Last year, abortion activists, backed by some of the world’s richest men, succeeded in convincing Irish voters to repeal the Eighth Amendment and allow abortion on demand. After the May vote, parliament quickly rammed through the radical pro-abortion law amid numerous complaints from medical professionals.

Leaders of Irish hospitals said they did not have the equipment or training to begin abortions so soon and women’s lives could be put at risk. Others said they may not be able to comply with the law because so many of their staff object to abortions.

In April, pro-life advocates said pro-abortion political leaders are prioritizing spending on abortion over maternity care, and two pregnant women died in Irish maternity hospitals.
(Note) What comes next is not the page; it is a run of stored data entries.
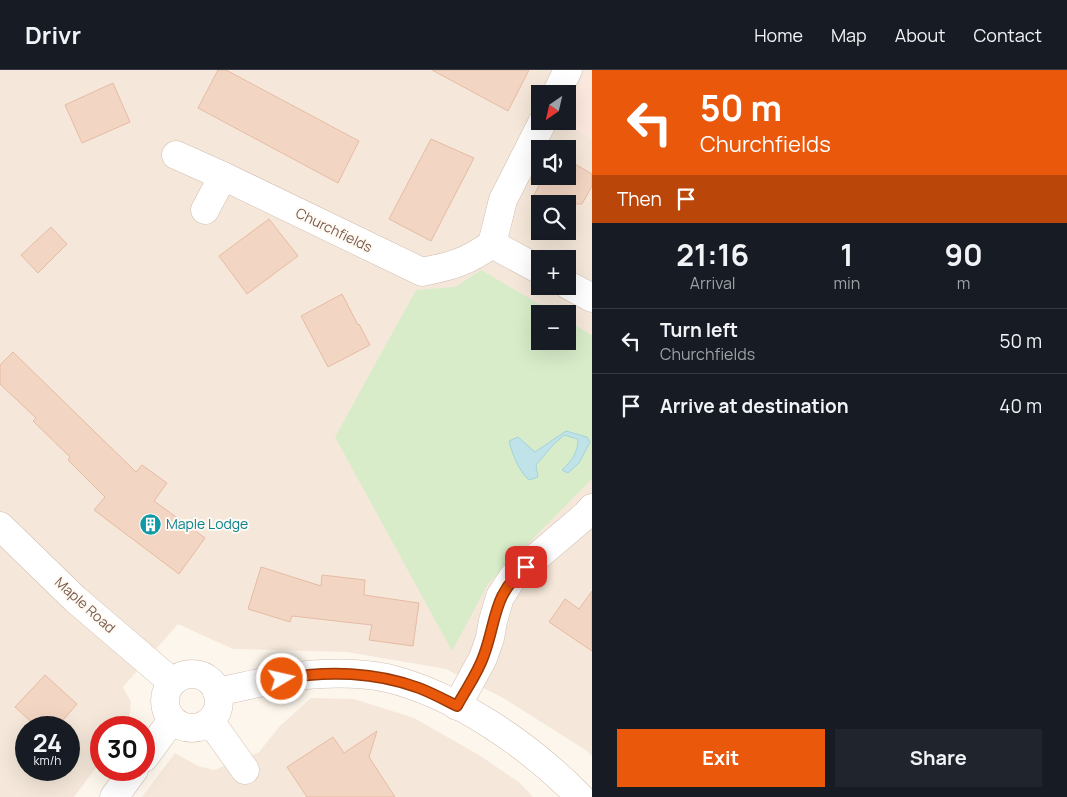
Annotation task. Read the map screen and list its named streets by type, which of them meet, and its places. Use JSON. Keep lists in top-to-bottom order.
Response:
{
  "streets": {
    "street": ["Churchfields", "Maple Road"]
  },
  "places": {
    "building": ["Maple Lodge"]
  },
  "north": "bottom left",
  "page": {
    "header": "Drivr",
    "nav": [
      "Home",
      "Map",
      "About",
      "Contact"
    ],
    "turn": ["50 m", "Churchfields"],
    "map_buttons": ["+", "−"],
    "then": "Then",
    "eta": [
      "21:16",
      "Arrival",
      "1",
      "min",
      "90",
      "m"
    ],
    "list": [
      {
        "name": "Turn left",
        "note": "Churchfields",
        "value": "50 m"
      },
      {
        "name": "Arrive at destination",
        "value": "40 m"
      }
    ],
    "speed": "24 km/h",
    "limit": "30",
    "buttons": ["Exit", "Share"]
  }
}
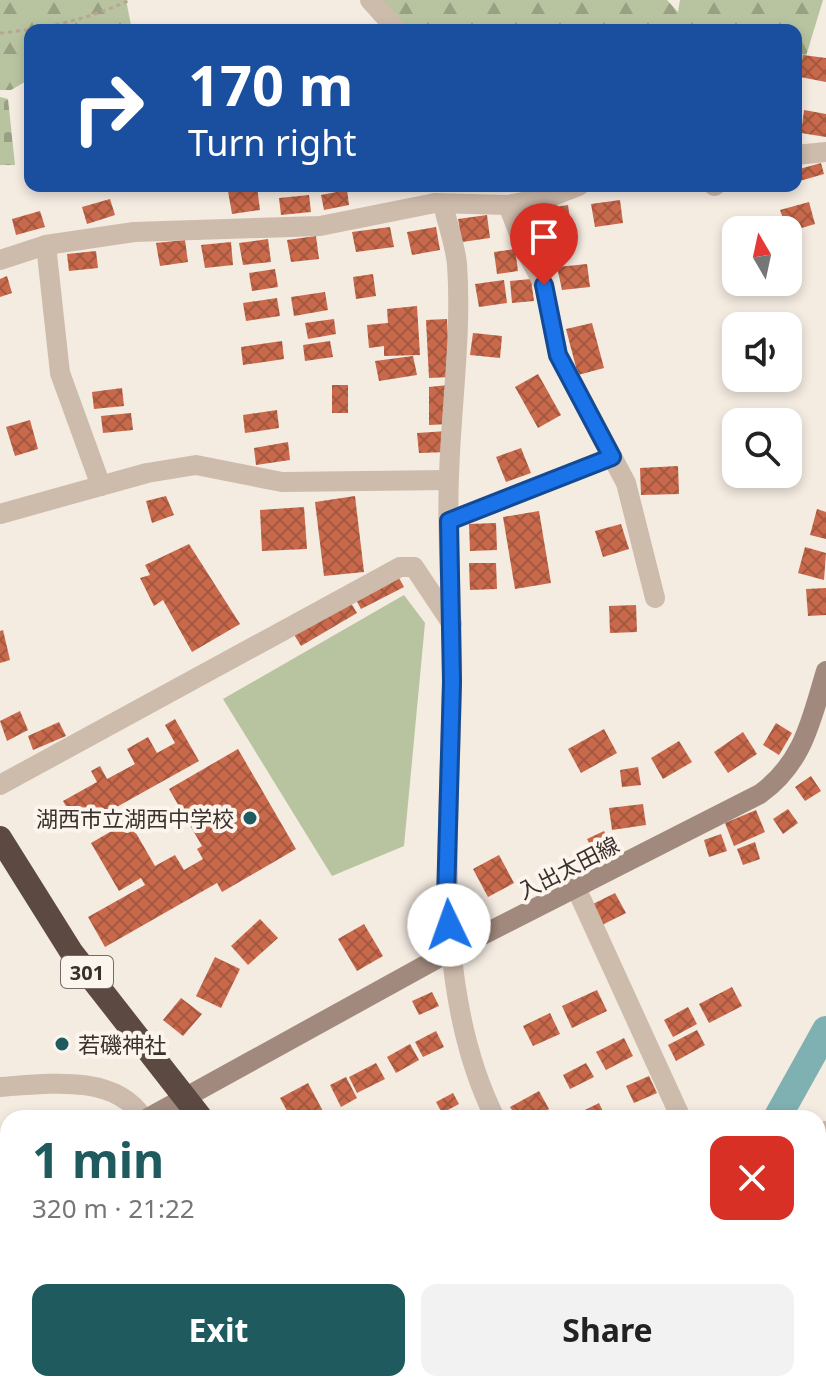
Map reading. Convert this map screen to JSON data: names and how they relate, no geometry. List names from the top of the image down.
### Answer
{
  "streets": {
    "highway": ["301"],
    "main road": ["入出太田線"]
  },
  "crossings": [
    ["入出太田線", "301"]
  ],
  "places": ["湖西市立湖西中学校", "若磯神社"],
  "north": "top",
  "page": {
    "turn": ["170 m", "Turn right"],
    "heading": ["1 min", "320 m · 21:22"],
    "buttons": ["Exit", "Share"]
  }
}
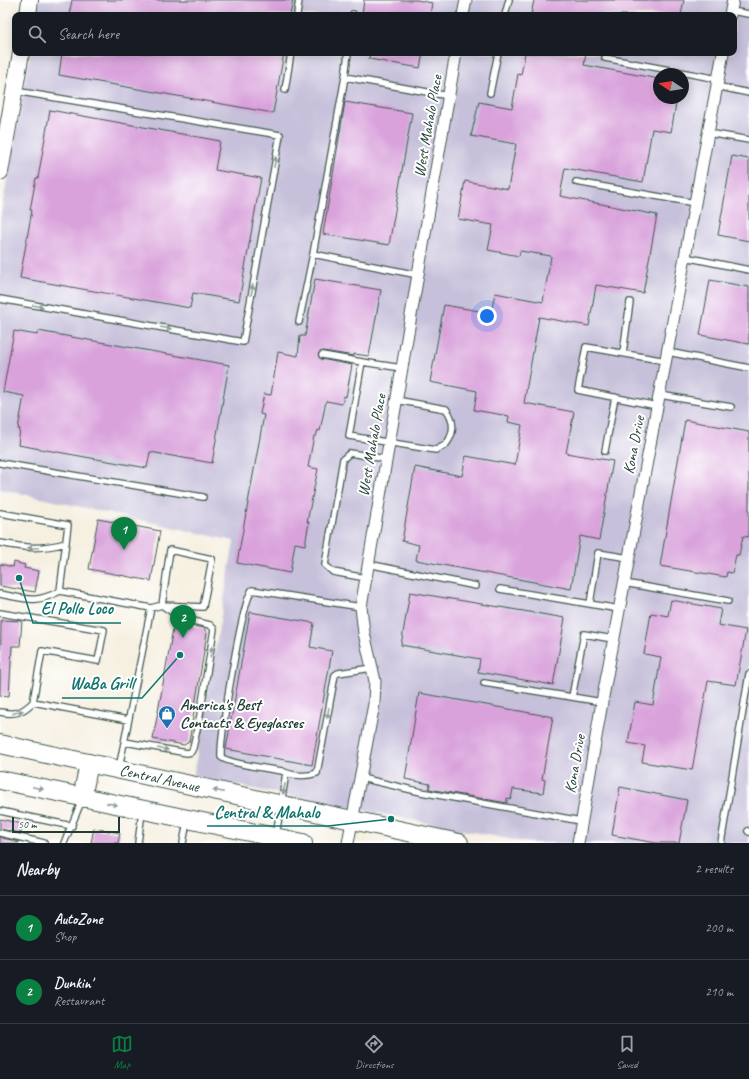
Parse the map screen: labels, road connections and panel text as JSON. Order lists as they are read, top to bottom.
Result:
{
  "streets": {
    "main road": ["Central Avenue"],
    "street": ["West Mahalo Place", "Kona Drive"]
  },
  "crossings": [
    ["West Mahalo Place", "Central Avenue"]
  ],
  "places": {
    "other": ["El Pollo Loco", "WaBa Grill", "Central & Mahalo"],
    "shop": ["America's Best Contacts & Eyeglasses"]
  },
  "scale_bar": "50 m",
  "north": "left",
  "page": {
    "search": "Search here",
    "pins": ["1", "2"],
    "scale": "50 m",
    "heading": ["Nearby", "2 results"],
    "list": [
      {
        "mark": "1",
        "name": "AutoZone",
        "note": "Shop",
        "value": "200 m"
      },
      {
        "mark": "2",
        "name": "Dunkin'",
        "note": "Restaurant",
        "value": "210 m"
      }
    ],
    "nav": ["Map", "Directions", "Saved"]
  }
}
“The government is taking money away from a vitally important strategy to ensure women do not die in pregnancy – and giving it to funding abortion. There is no clearer way of showing that their priorities do not lie with protecting women, but simply with ending the lives of preborn babies,” Niamh Uí Bhriain of The Life Institute wrote.

It is not clear how many unborn babies have died since abortions became legal in January in Ireland.